I think having been a print journalist made it easy for me to take criticism. I used to be very prickly about my writing, but after being threatened, called names, yelled at, etc., you get a thick skin. Being an editor, I know better what editors mean when they hit you with a haymaker. As far as reader reactions, I’m good with whatever they think, so long as it’s based in fact. I have a couple not-so-stellar reviews on Character Development from the Inside Out, one of which is well-thought out and honest, and I appreciate it. The guy’s not crazy about it, he makes a point, uses examples, and offers his perspective. And I love the review because I feel the guy put real thought into it. I’m sorry the book’s not for him, but I appreciate his thoughtfulness.
7. I have to admit you nailed me on Excuse #34 and I mean NAILED. Is there one you want to own up to? And only give me the number, readers will have to buy this amazing book to find out which one nails you, and I mean NAILS.
Yes, No. 67. I elaborate on it in the book.
8. What is your next writing project?
Working on a companion piece to Character Development. Scheduled to be ready in a few months.
9. You write poetry, short stories, writing manuals, been a journalist for a newspaper, and the list goes on – what one arena or genre of writing do you find the most appealing, your happy place?
Opinionated nonfiction. My favorite thing in the world was writing columns at my paper. Especially the humorous ones. At the time, they were therapy, but having done them is what honed my voice. I wasn’t born obnoxious and opinionated, newspaper writing beat it into me.

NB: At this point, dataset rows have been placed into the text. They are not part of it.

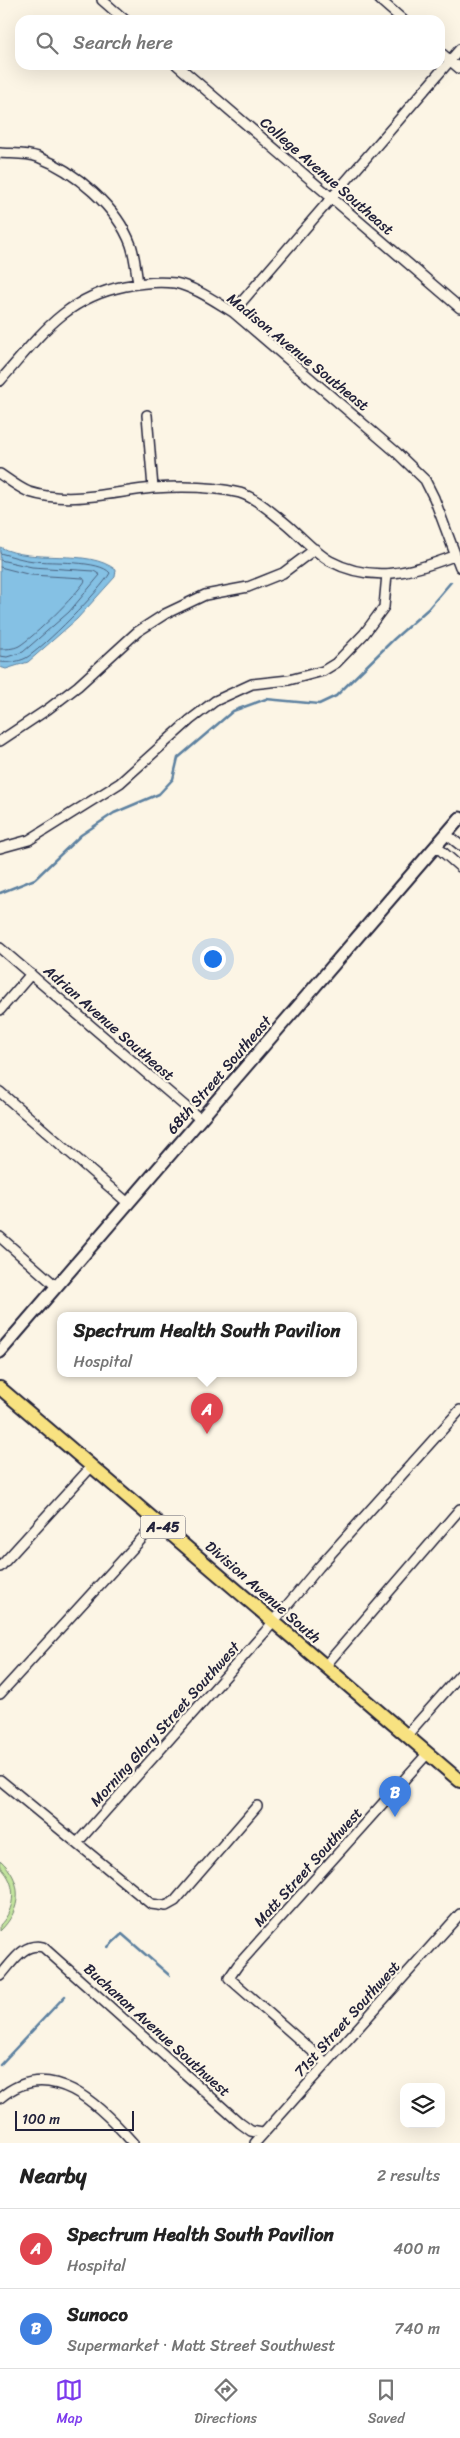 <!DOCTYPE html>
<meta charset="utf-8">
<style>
body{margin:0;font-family:Sriracha,sans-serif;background:#f6f6f6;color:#222}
.controls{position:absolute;right:15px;bottom:15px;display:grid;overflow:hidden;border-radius:10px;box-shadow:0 5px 20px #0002}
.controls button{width:45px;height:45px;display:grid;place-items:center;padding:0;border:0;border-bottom:1px solid #e0e0e0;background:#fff;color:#222;font:25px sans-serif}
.scale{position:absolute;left:15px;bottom:12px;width:119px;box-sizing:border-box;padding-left:5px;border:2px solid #22223b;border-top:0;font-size:14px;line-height:18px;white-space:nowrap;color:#22223b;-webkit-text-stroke:4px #fcf5e5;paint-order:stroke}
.you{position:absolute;left:212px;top:958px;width:18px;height:18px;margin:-12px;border:4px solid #fff;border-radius:50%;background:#1a73e8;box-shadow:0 0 0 8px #1a73e833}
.badge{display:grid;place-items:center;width:32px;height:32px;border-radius:50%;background:#7c3aed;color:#fff;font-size:16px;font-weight:700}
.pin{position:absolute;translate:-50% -41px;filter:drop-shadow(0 1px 2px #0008)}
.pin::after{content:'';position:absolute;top:26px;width:18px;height:15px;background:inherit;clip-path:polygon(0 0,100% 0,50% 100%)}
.popup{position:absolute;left:57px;top:1312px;width:300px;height:65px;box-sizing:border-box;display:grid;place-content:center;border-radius:10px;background:#fff;filter:drop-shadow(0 1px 4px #0005);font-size:16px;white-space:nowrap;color:#767676}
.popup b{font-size:19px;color:#222}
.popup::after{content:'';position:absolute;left:50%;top:100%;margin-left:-10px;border:10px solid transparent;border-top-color:#fff}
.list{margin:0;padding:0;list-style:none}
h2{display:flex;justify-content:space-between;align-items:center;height:65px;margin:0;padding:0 20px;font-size:21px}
h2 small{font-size:16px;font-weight:400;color:#767676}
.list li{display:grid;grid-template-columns:32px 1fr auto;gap:15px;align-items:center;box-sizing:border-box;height:80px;padding:0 20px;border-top:1px solid #e0e0e0}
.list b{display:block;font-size:19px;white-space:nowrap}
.list p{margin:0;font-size:16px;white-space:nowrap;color:#767676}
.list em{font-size:16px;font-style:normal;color:#767676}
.icon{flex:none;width:28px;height:28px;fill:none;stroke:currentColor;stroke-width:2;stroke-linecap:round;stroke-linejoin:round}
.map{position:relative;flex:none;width:460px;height:2143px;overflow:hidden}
.search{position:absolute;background:#fff;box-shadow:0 5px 20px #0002;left:15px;right:15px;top:15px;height:55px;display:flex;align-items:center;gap:12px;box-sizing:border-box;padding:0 18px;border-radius:15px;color:#767676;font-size:19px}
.sheet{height:225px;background:#fff}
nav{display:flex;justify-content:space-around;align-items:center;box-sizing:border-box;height:70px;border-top:1px solid #e0e0e0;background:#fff;font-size:14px;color:#767676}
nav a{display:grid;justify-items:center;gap:2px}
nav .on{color:#7c3aed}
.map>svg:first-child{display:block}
.green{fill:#c2e49d;stroke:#72836c}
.water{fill:#85c1e4;stroke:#5d81a0}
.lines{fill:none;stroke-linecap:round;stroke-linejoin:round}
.shore{stroke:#4a627f;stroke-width:1}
.stream{stroke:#5d81a0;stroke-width:2.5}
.street-casing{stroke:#22223b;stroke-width:12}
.secondary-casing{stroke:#22223b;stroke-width:15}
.primary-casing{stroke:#22223b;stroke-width:16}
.street{stroke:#fcf5e5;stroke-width:9}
.secondary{stroke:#fcf5e5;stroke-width:11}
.primary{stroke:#f8e281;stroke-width:12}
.labels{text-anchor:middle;stroke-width:4.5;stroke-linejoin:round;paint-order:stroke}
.shield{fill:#fcf5e5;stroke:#63616e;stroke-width:1}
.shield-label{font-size:14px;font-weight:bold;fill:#22223b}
.street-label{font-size:15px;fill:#22223b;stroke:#fcf5e5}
</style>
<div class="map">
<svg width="460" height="2143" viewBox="0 0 460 2143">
<rect width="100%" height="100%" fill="#fcf5e5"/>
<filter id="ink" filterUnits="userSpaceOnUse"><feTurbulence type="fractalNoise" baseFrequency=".02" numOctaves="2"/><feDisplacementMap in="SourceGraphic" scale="10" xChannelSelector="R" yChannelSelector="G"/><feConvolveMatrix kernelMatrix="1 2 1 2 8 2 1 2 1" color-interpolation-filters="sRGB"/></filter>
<g filter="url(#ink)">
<!-- green -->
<path class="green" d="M0,1860c24,21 22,50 0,71v-6c12,-12 17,-32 8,-48 -4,-7 -8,-8 -8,-17z"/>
<!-- water -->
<path class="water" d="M0,547c34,18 87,0 116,23l-1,7 -38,42 -49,43 -22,7 -6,-2z"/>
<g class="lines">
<!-- shore -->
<path class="shore" d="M0,553c11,3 23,7 34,8 17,2 66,-1 76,12 -9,17 -67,75 -84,85 -8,4 -18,5 -26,4
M0,560l32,7 62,4 6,4 -31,37 -46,40 -16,5 -7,-1
M0,567l31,8 52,3 2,3c-9,14 -51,56 -66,65 -6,3 -13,3 -19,3"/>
<!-- stream -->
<path class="stream" d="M0,893l35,-14 46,-44 33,-22 45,-19 14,-15 5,-21 55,-47 33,-12 53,5 17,-8 58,-57 34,-30 23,-27
M108,1947l14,-13 47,41
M0,2065l65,-69"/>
<!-- street casing -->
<g class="street-casing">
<path id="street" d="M102,0l23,20
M380,0l23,20
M440,52l20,17
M177,65l283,243
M0,153c12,1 27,0 38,4 37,14 79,50 93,88 4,12 5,26 7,38
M233,312l227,-263
M0,381c39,-44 64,-83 125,-95 15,-3 34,-5 50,-3 20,4 41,19 58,29l163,140 29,28 9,18 26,69
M147,415l6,73
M0,474c9,6 19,14 29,18 41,13 83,0 124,-4 29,-2 59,-2 87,5 16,5 31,19 44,29 15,12 30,30 46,39 43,23 82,11 124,-5
M0,741l48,-32 30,-23 59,-54 28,-18 40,-19 43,-8 35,-14 32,-24
M446,834l14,11
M436,846l24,21
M0,848l29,-8 91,-57 70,-63 25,-19 37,-17 37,-4 34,-9 13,-8 28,-29 20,-27 3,-33
M0,948l200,171
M0,1010l31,-36
M0,1092l128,111
M0,1237l57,50
M0,1567l92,-101
M325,1666l135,-157
M0,1694l157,-172
M407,1735l53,-60
M0,1780l151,124 15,2 9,-5 82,-95
M77,1843l188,-211 54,-65 141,-157
M0,1976c12,-13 23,-34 43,-29l197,176 11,8 11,2
M326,2063l-97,-85 9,-13 190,-212
M0,2098c50,-43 99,6 133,45
M255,2143l205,-229"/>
</g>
<!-- secondary casing -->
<g class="secondary-casing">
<path id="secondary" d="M0,1352l460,-534"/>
</g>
<!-- primary casing -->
<g class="primary-casing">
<path id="primary" d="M0,1388l460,393"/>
</g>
<!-- street -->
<use href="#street" class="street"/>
<!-- secondary -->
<use href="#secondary" class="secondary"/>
<!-- primary -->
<use href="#primary" class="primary"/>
</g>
</g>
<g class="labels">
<!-- shield labels -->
<rect class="shield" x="140.5" y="1515.5" width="45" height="23" rx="4"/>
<g class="shield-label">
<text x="163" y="1532">A-45</text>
</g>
<!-- street labels -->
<g class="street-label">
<text transform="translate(327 176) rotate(41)" y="5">College Avenue Southeast</text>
<text transform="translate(298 352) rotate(39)" y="5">Madison Avenue Southeast</text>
<text transform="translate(109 1023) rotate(41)" y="5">Adrian Avenue Southeast</text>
<text transform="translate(219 1075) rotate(-49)" y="5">68th Street Southeast</text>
<text transform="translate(263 1592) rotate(41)" y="5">Division Avenue South</text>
<text transform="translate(165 1724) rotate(-48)" y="5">Morning Glory Street Southwest</text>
<text transform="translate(308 1867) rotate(-48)" y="5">Matt Street Southwest</text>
<text transform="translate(347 2019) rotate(-48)" y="5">71st Street Southwest</text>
<text transform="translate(157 2030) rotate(42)" y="5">Buchanan Avenue Southwest</text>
</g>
</g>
</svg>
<div class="controls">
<button><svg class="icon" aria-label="layers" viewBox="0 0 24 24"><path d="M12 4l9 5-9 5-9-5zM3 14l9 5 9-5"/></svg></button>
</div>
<div class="scale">100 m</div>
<div class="you"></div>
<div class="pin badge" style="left:207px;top:1434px;background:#e0444e">A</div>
<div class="popup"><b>Spectrum Health South Pavilion</b>Hospital</div>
<div class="pin badge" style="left:395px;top:1817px;background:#3f7fe0">B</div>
<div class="search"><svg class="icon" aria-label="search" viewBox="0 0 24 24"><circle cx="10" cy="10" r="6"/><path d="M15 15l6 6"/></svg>Search here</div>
</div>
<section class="sheet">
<h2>Nearby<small>2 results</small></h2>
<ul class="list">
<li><span class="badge" style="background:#e0444e">A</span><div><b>Spectrum Health South Pavilion</b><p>Hospital</p></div><em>400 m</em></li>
<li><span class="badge" style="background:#3f7fe0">B</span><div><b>Sunoco</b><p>Supermarket · Matt Street Southwest</p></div><em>740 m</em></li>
</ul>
</section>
<nav>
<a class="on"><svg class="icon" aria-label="map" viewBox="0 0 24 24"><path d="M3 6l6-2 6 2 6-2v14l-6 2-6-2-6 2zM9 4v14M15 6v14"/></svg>Map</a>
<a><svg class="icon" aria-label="directions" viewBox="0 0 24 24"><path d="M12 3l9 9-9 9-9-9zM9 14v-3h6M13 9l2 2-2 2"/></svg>Directions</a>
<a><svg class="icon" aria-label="saved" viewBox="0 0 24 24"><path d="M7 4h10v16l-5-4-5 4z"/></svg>Saved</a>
</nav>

10. Anyone familiar with you knows of the pending release of your book, “Stories My Evil Twin Made Up.” What exactly is your evil twin doing whilst you take the time to answer the questions to this interview?
Francois? He’s out boozing and picking up chicks.
11. It’s the eve of the Zombie Apocalypse and the human race is looking to YOU for final words. What will they be?
Use bicycles to get away, stop trying to run all the time.
Thanks, Scott. Now I’m going to wrap this blog up lest I be called out for using it as an excuse not to get back to working on my own Novel in Progress.
Happy Reading and Happy Writing, Everyone.